Stored items
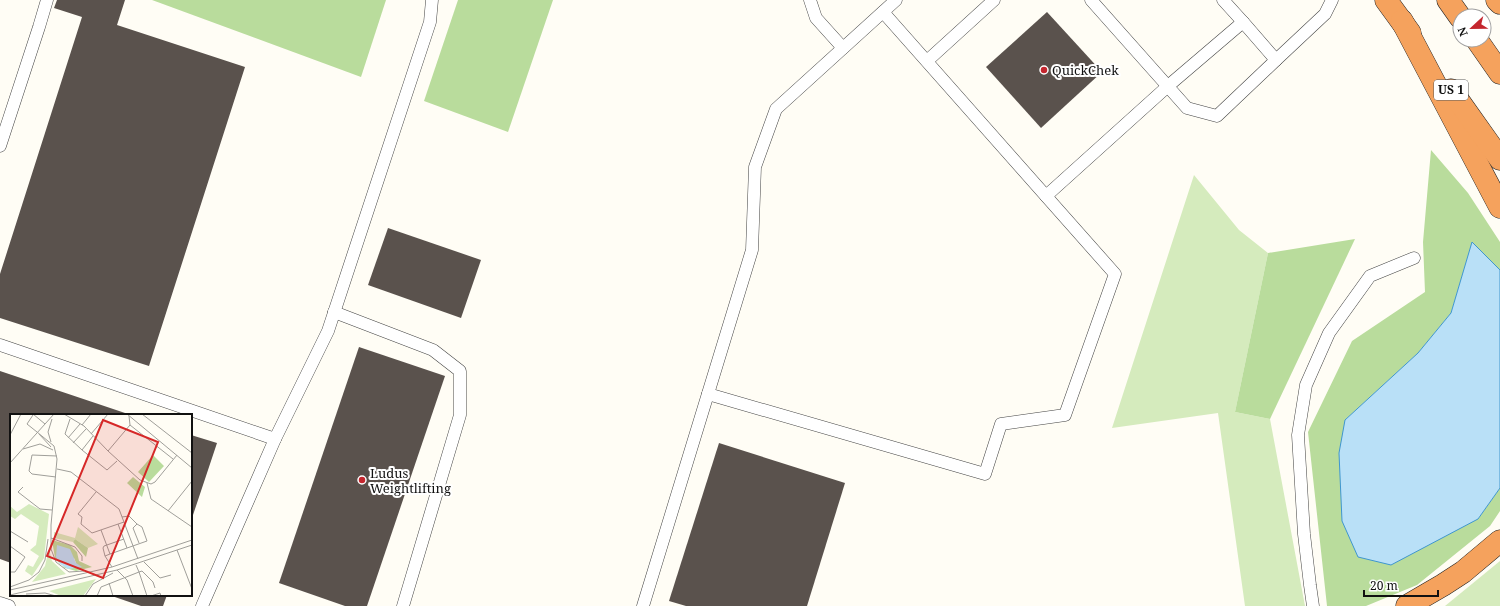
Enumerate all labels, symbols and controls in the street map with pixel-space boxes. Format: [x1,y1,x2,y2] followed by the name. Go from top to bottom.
[1452,8,1492,48] north arrow
[1454,25,1471,39] text: N
[1052,61,1119,79] place label: QuickChek
[1039,65,1049,75] marker: QuickChek
[1434,80,1468,100] road number: US 1
[10,414,192,596] inset map
[370,464,451,497] place label: Ludus Weightlifting
[357,475,367,485] marker: Ludus Weightlifting
[1364,572,1438,598] scale bar
[1370,577,1398,594] text: 20 m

- _Work to complete_
Each entry above is to be duplicated exactly, and its pictures omitted.

- _Answer to the problem_
Enumerate all labels, symbols and controls in the street map with pixel-space boxes. Format: [x1,y1,x2,y2] followed by the name. Go from top to bottom.
[1452,8,1492,48] north arrow
[1454,25,1471,39] text: N
[1052,61,1119,79] place label: QuickChek
[1039,65,1049,75] marker: QuickChek
[1434,80,1468,100] road number: US 1
[10,414,192,596] inset map
[370,464,451,497] place label: Ludus Weightlifting
[357,475,367,485] marker: Ludus Weightlifting
[1364,572,1438,598] scale bar
[1370,577,1398,594] text: 20 m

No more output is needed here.